Для начала загрузим датасет, состоящий из сэмплов кода на языке Python. Датасет представлен гитхабом. [Про датасет](https://github.blog/2019-09-26-introducing-the-codesearchnet-challenge/).

Для препроцессинга будем использовать уже известную нам библиотеку `datasets` от Huggingface.

In [1]:
!pip install -q datasets

In [2]:
!wget https://s3.amazonaws.com/code-search-net/CodeSearchNet/v2/python.zip
!unzip -p python.zip python/final/jsonl/train/python_train_0.jsonl.gz > train.jsonl.gz
!unzip -p python.zip python/final/jsonl/test/python_test_0.jsonl.gz > test.jsonl.gz

--2021-03-29 10:51:11--  https://s3.amazonaws.com/code-search-net/CodeSearchNet/v2/python.zip
Resolving s3.amazonaws.com (s3.amazonaws.com)... 52.216.108.125
Connecting to s3.amazonaws.com (s3.amazonaws.com)|52.216.108.125|:443... connected.
HTTP request sent, awaiting response... 200 OK
Length: 940909997 (897M) [application/zip]
Saving to: ‘python.zip.1’


2021-03-29 10:52:09 (15.6 MB/s) - ‘python.zip.1’ saved [940909997/940909997]



In [None]:
# decompress this gzip file
!gzip -d train.jsonl.gz
!gzip -d test.jsonl.gz

gzip: train.jsonl already exists; do you wish to overwrite (y or n)? 

Загружать датасеты можно не только из хаба, но и из диска. Для этого достаточно указать формат и путь до файла.

Datasets can be downloaded not only from the Hub, but also from Drive. To do this, specify file's format and path.

In [None]:
from datasets import load_dataset  
dataset = load_dataset(
    "json",
    data_files=[
        "train.jsonl",
    ],
)

In [None]:
dataset

Ограничим число уникальных слов до `40000`.

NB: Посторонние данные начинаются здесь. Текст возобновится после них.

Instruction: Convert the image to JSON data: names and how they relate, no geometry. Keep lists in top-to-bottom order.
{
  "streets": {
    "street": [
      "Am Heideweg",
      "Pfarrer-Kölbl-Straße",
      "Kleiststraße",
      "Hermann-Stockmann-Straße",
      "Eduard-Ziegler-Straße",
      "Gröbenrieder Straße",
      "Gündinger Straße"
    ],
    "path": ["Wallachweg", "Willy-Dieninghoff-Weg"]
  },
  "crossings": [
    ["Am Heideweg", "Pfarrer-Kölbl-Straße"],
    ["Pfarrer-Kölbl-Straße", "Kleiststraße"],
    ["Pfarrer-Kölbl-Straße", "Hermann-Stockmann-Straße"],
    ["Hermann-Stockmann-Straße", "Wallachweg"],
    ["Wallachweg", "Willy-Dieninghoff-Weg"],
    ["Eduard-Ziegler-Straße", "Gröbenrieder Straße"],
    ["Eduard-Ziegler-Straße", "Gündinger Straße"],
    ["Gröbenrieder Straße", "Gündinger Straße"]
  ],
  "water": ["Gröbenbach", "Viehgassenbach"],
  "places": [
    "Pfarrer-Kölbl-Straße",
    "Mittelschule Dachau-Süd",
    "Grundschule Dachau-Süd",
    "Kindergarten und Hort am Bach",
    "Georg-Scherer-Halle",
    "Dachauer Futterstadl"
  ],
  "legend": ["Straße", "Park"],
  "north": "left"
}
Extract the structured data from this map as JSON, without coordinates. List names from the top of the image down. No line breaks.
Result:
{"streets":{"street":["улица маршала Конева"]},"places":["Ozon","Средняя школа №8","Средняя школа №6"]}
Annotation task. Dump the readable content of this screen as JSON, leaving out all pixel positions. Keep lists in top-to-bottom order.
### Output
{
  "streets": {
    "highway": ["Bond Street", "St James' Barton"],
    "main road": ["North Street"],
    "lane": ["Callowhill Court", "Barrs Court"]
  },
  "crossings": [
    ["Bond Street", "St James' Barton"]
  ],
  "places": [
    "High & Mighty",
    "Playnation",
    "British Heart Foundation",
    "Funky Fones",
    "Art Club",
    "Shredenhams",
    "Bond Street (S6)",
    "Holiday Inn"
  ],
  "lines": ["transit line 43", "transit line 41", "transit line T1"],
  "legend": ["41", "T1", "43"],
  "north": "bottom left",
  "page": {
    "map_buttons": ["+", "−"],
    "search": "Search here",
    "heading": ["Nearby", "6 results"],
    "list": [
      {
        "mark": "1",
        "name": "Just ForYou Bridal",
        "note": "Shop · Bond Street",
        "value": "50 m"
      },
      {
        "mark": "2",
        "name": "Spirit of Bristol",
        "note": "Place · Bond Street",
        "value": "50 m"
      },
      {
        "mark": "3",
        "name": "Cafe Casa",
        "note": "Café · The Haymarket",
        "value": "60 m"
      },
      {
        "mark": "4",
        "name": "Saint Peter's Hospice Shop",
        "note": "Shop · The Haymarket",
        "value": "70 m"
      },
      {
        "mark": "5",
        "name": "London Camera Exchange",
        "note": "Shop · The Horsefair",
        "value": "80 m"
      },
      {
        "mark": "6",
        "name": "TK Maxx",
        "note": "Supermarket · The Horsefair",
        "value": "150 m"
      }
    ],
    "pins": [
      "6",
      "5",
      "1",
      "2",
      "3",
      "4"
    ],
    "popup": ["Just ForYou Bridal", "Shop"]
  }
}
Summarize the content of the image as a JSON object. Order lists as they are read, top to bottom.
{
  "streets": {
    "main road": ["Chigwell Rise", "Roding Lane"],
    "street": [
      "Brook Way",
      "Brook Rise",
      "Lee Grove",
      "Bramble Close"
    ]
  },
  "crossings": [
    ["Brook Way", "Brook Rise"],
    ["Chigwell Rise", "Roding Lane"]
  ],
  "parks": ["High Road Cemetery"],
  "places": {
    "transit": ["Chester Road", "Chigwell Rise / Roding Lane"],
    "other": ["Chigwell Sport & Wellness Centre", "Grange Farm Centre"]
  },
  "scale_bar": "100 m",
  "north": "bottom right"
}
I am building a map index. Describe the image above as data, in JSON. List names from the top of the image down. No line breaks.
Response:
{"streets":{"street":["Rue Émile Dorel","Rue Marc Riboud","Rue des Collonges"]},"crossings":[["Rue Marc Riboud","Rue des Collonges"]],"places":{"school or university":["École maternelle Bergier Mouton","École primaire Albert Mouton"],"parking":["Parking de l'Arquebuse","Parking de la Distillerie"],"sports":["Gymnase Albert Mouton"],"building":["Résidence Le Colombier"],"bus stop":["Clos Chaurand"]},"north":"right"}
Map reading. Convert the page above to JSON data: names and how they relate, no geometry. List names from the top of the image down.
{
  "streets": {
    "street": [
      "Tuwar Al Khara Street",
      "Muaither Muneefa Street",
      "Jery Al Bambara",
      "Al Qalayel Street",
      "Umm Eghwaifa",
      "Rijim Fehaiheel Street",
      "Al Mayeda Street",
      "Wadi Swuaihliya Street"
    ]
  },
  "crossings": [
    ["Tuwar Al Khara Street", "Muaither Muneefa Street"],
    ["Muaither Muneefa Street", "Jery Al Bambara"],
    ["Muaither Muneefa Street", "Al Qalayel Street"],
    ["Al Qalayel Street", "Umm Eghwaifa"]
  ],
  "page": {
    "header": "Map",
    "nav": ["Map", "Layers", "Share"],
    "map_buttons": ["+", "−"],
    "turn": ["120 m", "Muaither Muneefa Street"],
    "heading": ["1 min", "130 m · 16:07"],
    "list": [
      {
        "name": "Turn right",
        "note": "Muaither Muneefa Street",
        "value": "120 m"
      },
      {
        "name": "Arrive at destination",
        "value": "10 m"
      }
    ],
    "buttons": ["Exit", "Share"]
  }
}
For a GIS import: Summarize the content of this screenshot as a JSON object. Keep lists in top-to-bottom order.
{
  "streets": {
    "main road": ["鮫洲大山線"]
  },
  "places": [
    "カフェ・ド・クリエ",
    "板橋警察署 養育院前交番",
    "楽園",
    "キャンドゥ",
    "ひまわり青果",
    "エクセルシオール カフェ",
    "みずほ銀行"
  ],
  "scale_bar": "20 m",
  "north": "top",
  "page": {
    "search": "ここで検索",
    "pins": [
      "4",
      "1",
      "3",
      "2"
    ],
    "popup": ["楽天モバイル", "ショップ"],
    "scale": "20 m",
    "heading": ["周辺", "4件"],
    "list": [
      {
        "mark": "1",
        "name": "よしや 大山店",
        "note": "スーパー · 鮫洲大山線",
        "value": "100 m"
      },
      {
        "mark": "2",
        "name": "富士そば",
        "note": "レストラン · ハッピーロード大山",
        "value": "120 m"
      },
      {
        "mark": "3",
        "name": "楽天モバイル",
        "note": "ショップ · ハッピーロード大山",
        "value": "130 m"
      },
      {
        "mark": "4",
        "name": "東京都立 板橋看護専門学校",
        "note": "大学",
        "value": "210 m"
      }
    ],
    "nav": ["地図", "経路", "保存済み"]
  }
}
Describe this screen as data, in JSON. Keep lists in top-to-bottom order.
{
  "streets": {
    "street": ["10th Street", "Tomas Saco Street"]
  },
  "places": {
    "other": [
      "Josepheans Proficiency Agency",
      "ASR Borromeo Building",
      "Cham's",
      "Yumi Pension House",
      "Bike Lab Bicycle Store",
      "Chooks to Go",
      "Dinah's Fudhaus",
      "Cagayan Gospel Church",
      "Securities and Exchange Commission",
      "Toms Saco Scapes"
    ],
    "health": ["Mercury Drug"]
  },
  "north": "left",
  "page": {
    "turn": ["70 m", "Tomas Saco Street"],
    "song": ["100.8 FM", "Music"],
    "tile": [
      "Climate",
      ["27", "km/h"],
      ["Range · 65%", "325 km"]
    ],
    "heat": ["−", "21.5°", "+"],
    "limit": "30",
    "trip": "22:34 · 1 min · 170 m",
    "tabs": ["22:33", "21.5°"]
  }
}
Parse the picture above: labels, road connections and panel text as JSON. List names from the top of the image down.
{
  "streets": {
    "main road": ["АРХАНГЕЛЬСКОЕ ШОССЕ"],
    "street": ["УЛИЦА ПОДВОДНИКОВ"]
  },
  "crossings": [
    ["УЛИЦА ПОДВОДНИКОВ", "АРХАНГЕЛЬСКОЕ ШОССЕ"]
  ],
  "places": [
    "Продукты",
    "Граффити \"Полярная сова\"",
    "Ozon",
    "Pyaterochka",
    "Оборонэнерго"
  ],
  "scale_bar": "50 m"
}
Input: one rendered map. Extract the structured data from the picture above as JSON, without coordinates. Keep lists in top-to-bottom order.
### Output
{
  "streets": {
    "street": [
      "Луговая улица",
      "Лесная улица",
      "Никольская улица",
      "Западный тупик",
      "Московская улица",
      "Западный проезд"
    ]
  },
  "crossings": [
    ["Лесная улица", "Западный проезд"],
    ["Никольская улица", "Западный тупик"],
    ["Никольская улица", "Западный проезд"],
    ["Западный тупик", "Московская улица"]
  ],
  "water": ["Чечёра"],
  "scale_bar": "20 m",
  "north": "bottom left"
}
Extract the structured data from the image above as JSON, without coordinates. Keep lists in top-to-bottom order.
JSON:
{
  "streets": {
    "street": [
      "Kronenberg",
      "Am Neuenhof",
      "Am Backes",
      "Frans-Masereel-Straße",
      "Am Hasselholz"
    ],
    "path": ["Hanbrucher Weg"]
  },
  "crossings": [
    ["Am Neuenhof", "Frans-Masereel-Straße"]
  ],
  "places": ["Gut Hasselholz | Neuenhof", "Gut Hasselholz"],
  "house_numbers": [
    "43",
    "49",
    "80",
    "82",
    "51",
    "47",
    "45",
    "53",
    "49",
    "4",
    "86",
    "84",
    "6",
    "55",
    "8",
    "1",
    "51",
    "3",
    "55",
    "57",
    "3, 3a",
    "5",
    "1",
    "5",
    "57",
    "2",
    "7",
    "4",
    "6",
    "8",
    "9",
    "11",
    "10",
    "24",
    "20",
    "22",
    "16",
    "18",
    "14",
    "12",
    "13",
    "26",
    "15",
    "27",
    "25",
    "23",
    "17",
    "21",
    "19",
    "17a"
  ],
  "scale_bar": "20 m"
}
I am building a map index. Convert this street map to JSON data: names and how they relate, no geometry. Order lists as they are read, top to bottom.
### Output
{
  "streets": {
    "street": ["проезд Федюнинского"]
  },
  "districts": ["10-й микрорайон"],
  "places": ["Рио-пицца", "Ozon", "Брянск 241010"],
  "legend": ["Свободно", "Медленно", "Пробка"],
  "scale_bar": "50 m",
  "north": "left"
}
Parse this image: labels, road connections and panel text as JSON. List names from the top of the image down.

Bound the number of uniqie words by `40000`.

In [None]:
import tqdm
from collections import Counter


vocab_size = 40000
stats = Counter()

# stats is like word2freq dictionary
for item in tqdm.tqdm(dataset["train"]):
    stats.update(item["code_tokens"])

# select vocab_size most common words from stats
#   and extract the keys, they will be our vokabulary and consequently - our tokens
tokens = dict(stats.most_common(vocab_size)).keys()

Have a look at 20 most frequent words. These were expected becouuse the data contains python code.

In [None]:
stats.most_common(20)

1. Add *service* tokens "[PAD]", "[UNK]", "[EOS]" (end of sentense).

2. Make `token2idx` dictionary (just enumerate them all)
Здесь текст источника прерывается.